WHAT TO WORK ON: Between the line containing "M469,336L497,292" and the line containing "997,174C1017,184 1040,187 1061,192" lies a run of lines; give that run again exactly, with both of those lines, and nothing else from the entries below.

TASK MATERIAL:

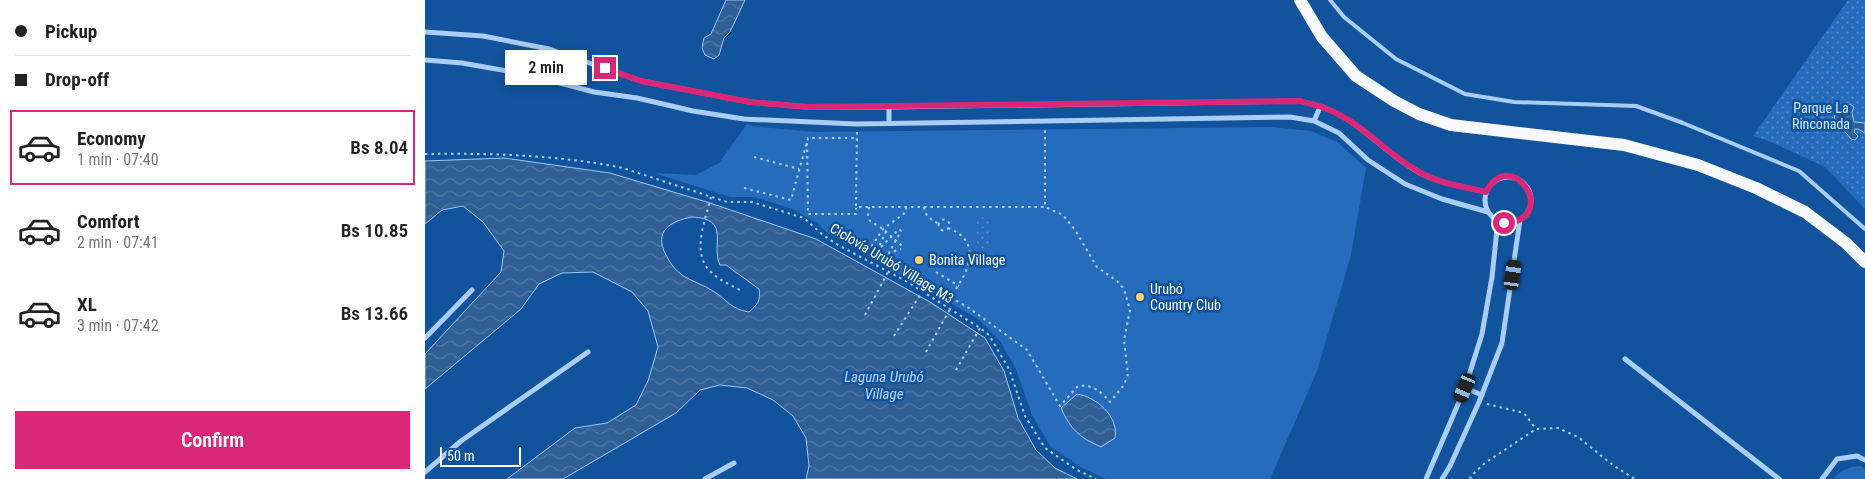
<!DOCTYPE html>
<meta charset="utf-8">
<style>
:root{--surface:#fff;--page:#f6f6f6;--text:#222;--muted:#767676;--line:#e0e0e0;--accent:#db2777}
body{margin:0;font-family:"Roboto Condensed",sans-serif;background:var(--page);color:var(--text);height:100vh;display:flex;flex-direction:column;font-size:19px;white-space:nowrap}
*{box-sizing:border-box;margin:0}
p{font-size:16px;color:var(--muted)}
.icon{flex:none;width:28px;height:28px;fill:none;stroke:currentColor;stroke-width:2;stroke-linecap:round;stroke-linejoin:round}
.map{position:relative;flex:1;overflow:hidden}
.side{display:flex;flex-direction:column;background:var(--surface);width:425px}
.side>*{flex:none}
.guide{display:grid;align-content:center;height:110px;padding:0 15px;background:var(--surface)}
.scale{position:absolute;left:15px;bottom:12px;width:81px;box-sizing:border-box;padding-left:5px;border:2px solid #fff;border-top:0;font-size:14px;line-height:18px;white-space:nowrap;color:#fff;-webkit-text-stroke:4px #12539e;paint-order:stroke}
.end{position:absolute;width:22px;height:22px;margin:-11px;border:6px solid #db2777;background:#fff;box-shadow:0 0 0 2px #fff}
.from{border-radius:50%}
.bubble{position:absolute;height:35px;border-radius:0px;background:var(--surface);box-shadow:0 2px 12px #0003;font-size:16px;font-weight:600;line-height:35px;text-align:center}
.car{position:absolute;width:15px;height:30px;margin:-15px -8px;border-radius:6px;box-shadow:0 0 4px 1px #0007;background:linear-gradient(#222 24%,#8ab4d8 0 40%,#222 0 76%,#8ab4d8 0 86%,#222 0)}
.guide b{display:flex;align-items:center;gap:18px;height:48px;font-size:19px}
.guide b+b{border-top:1px solid var(--line)}
.guide i{width:12px;height:12px;background:var(--text)}
ul{padding:0;list-style:none}
li{display:flex;align-items:center;gap:15px;height:75px;margin:0 10px 8px;padding:0 5px;border:2px solid transparent;border-radius:0px}
li div{flex:1}
li b{display:block;font-size:19px}
li em{font-style:normal;font-weight:600}
li.current{border-color:var(--accent)}
li>.icon{width:45px;height:45px;stroke-width:1.5}
.primary-button{display:flex;gap:10px;margin-top:auto;padding:10px 15px}
.primary-button a{flex:1;height:58px;border-radius:0px;background:var(--accent);color:#fff;font-size:20px;font-weight:600;line-height:58px;text-align:center}
main{display:flex;flex:1;min-height:0}
.map>svg:first-child{display:block}
.grass{fill:#256dbc}
.park{fill:url(#park-dots)}
.water{fill:url(#water-waves);stroke:#9bc8f7;fill-rule:evenodd}
.lines{fill:none;stroke-linecap:round;stroke-linejoin:round}
.path{stroke:#a9cdf4;stroke-width:2;stroke-dasharray:2.5 4;stroke-linecap:butt}
.lane{stroke:#a9cdf4;stroke-width:4}
.street{stroke:#a9cdf4;stroke-width:5}
.primary{stroke:#f6faff;stroke-width:12}
.route{stroke:#db2777;stroke-width:6}
.poi-dot{fill:#ffd16c;stroke:#12539e;stroke-width:2}
.labels{text-anchor:middle;stroke-width:5;stroke-linejoin:round;paint-order:stroke}
.park-label{font-size:14px;fill:#d1e7fe;stroke:#12539e}
.poi-label{font-size:14px;fill:#fff;stroke:#12539e;text-anchor:start}
.street-label{font-size:14px;fill:#fff;stroke:#12539e}
.water-label{font-size:15px;font-style:italic;fill:#b5d7fb;stroke:#12539e}
</style>
<main>
<section class="side">
<div class="guide">
<b><i class="from"></i>Pickup</b>
<b><i></i>Drop-off</b>
</div>
<ul>
<li class="current"><svg class="icon" aria-label="car" viewBox="0 0 24 24"><path d="M5 17H2v-5l4-1 3-4h7l3 4 3 1v5h-3M9 17h6M6 11h13"/><circle cx="7" cy="17" r="2"/><circle cx="17" cy="17" r="2"/></svg><div><b>Economy</b><p>1 min · 07:40</p></div><em>Bs 8.04</em></li>
<li><svg class="icon" aria-label="car" viewBox="0 0 24 24"><path d="M5 17H2v-5l4-1 3-4h7l3 4 3 1v5h-3M9 17h6M6 11h13"/><circle cx="7" cy="17" r="2"/><circle cx="17" cy="17" r="2"/></svg><div><b>Comfort</b><p>2 min · 07:41</p></div><em>Bs 10.85</em></li>
<li><svg class="icon" aria-label="car" viewBox="0 0 24 24"><path d="M5 17H2v-5l4-1 3-4h7l3 4 3 1v5h-3M9 17h6M6 11h13"/><circle cx="7" cy="17" r="2"/><circle cx="17" cy="17" r="2"/></svg><div><b>XL</b><p>3 min · 07:42</p></div><em>Bs 13.66</em></li>
</ul>
<div class="primary-button"><a>Confirm</a></div>
</section>
<div class="map">
<svg width="1440" height="479" viewBox="0 0 1440 479">
<defs>
<pattern id="park-dots" width="8" height="8" patternUnits="userSpaceOnUse" patternTransform="scale(1.25)"><rect width="8" height="8" fill="#256dbc"/><path d="M2 2h.1M6 6h.1" fill="none" stroke="#518ac9" stroke-width="1.8" stroke-linecap="round"/></pattern>
<pattern id="water-waves" width="16" height="10" patternUnits="userSpaceOnUse" patternTransform="scale(1.25)"><rect width="16" height="10" fill="#305f96"/><path d="M0 5q4-4 8 0t8 0" fill="none" stroke="#4f77a6"/></pattern>
</defs>
<rect width="100%" height="100%" fill="#12539e"/>
<path class="grass" d="M322,124L328,126L389,132L847,127L886,131L912,142L941,168L926,255L892,371L846,477L844,479H681L657,468L626,447L607,415L591,369L575,341L553,319L404,234L389,221L367,209L329,197H305L229,173L271,175L294,163Z
M1436,466L1440,469V479H1409C1417,469 1423,467 1436,466Z"/>
<path class="park" d="M1423,0H1440V209L1400,167L1346,142L1328,136Z
M556,217L565,219L568,222C567,225 566,228 565,231C564,239 570,245 561,250L554,247L548,235L552,228V220Z"/>
<path class="water" d="M301,0H320L305,32L299,38L294,55L289,59L280,55L277,48L279,38L286,34Z
M1425,104L1429,107L1427,112L1429,122L1440,123V133L1433,129H1430L1429,132L1433,136L1430,140L1426,139L1409,118L1410,115L1419,110L1420,106Z
M79,158L185,173L285,203L391,239L505,302L560,338L579,371L593,418L611,450L630,468L652,479H381L384,466L381,438L368,416L348,400L322,388L295,385L275,390L251,413L138,479H82L150,428L182,423L211,405L223,381L233,347L223,311L207,292L168,272L137,273L114,284L96,309L0,389V354L76,272L79,251L58,222L38,206L17,210L0,224V161ZM267,217C307,219 285,245 295,265H301L334,289C336,301 332,305 324,312C305,309 303,300 288,291C278,284 267,282 257,275C250,270 245,263 241,255C228,231 246,221 267,217Z
M652,394C671,397 694,416 690,438L676,447C654,437 646,430 636,408Z"/>
<g class="lines">
<path class="path" d="M432,132L431,207H620V128
M382,143L383,214H431V208
M0,154C66,153 133,155 198,168L302,202H327L379,218L398,235L413,245L481,281L555,328L564,335L584,369L600,416L620,448L652,470L671,479
M329,157L374,169
M319,188L366,200L383,138H431
M286,197C281,218 267,250 283,269C292,279 305,285 317,291
M444,207L443,216L445,221L458,229L477,246
M481,207V212L458,229L446,247L485,274L544,308L602,350L635,406L653,386C668,384 676,392 685,402L699,385L703,374L699,340L705,310L699,289L692,281L672,267L650,230L638,215L620,207
M499,207C500,216 506,220 514,224
M513.5 225a5.5 5.5 0 1 1 11 0a5.5 5.5 0 1 1-11 0Z
M523,228C560,242 542,275 525,297
M461,231L454,247H456L474,229L476,231L464,253L476,249
M511,272L534,286
M440,315L463,272
M469,336L497,292
M501,352L525,309
M531,370L555,328
M1062,404L1099,413L1111,429
M1045,479L1046,476L1060,463L1111,429L1133,428L1153,437L1189,466L1210,479"/>
<path class="lane" d="M905,0L919,17L971,59L1040,94L1089,102L1211,106L1258,123L1374,171L1440,229"/>
<path class="street" d="M0,32L58,36L124,49L216,81L325,102L383,107H464L876,101C884,104 893,105 902,109C936,122 964,157 997,174C1017,184 1040,187 1061,192
M0,60L37,63L105,75L169,92L212,98L268,111L319,119L431,124L865,117L889,121L914,133L943,160L980,184L1017,199L1063,212
M464,107V123
M889,121L895,107
M1060 200a23 23 0 1 1 46 0a23 23 0 1 1-46 0Z
M0,338L47,290
M1200,359L1354,479
M1040,388L1057,395
M0,472L36,441L163,352
M280,479L309,463
M1001,479L1040,388L1057,334L1067,277L1073,220
M1017,479L1025,466L1054,402L1077,343L1095,220
M1397,479L1412,459L1432,456L1440,460"/>
<path class="primary" d="M875,0L897,37L931,76L969,101L994,114L1026,125L1199,145L1273,165L1331,188L1380,212L1421,243L1440,262"/>
</g>
<g class="lines">
<path class="route" d="M180,68L216,81L325,102L383,107L876,101C884,104 893,105 902,109C937,122 964,157 998,174C1017,184 1040,187 1061,192C1088,143 1136,221 1079,223"/>
</g>
<g class="poi-dot">
<circle cx="494" cy="260" r="5"/>
<circle cx="715" cy="297" r="5"/>
</g>
<g class="labels">
<g class="park-label">
<text x="1396" y="113">Parque La<tspan x="1396" dy="16">Rinconada</tspan></text>
</g>
<g class="poi-label">
<text x="504" y="265">Bonita Village</text>
<text x="725" y="294">Urubó<tspan x="725" dy="16">Country Club</tspan></text>
</g>
<g class="street-label">
<text transform="translate(467 263) rotate(31)" y="5">Ciclovía Urubó Village M3</text>
</g>
<g class="water-label">
<text x="459" y="382">Laguna Urubó<tspan x="459" dy="17">Village</tspan></text>
</g>
</g>
</svg>
<div class="scale">50 m</div>
<i class="end from" style="left:1079px;top:223px"></i>
<i class="end" style="left:180px;top:68px"></i>
<div class="bubble" style="left:80px;top:50px;width:82px">2 min</div>
<i class="car" style="left:1088px;top:275px;rotate:8deg"></i>
<i class="car" style="left:1040px;top:388px;rotate:203deg"></i>
</div>
</main>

TASK RESPONSE:
M469,336L497,292
M501,352L525,309
M531,370L555,328
M1062,404L1099,413L1111,429
M1045,479L1046,476L1060,463L1111,429L1133,428L1153,437L1189,466L1210,479"/>
<path class="lane" d="M905,0L919,17L971,59L1040,94L1089,102L1211,106L1258,123L1374,171L1440,229"/>
<path class="street" d="M0,32L58,36L124,49L216,81L325,102L383,107H464L876,101C884,104 893,105 902,109C936,122 964,157 997,174C1017,184 1040,187 1061,192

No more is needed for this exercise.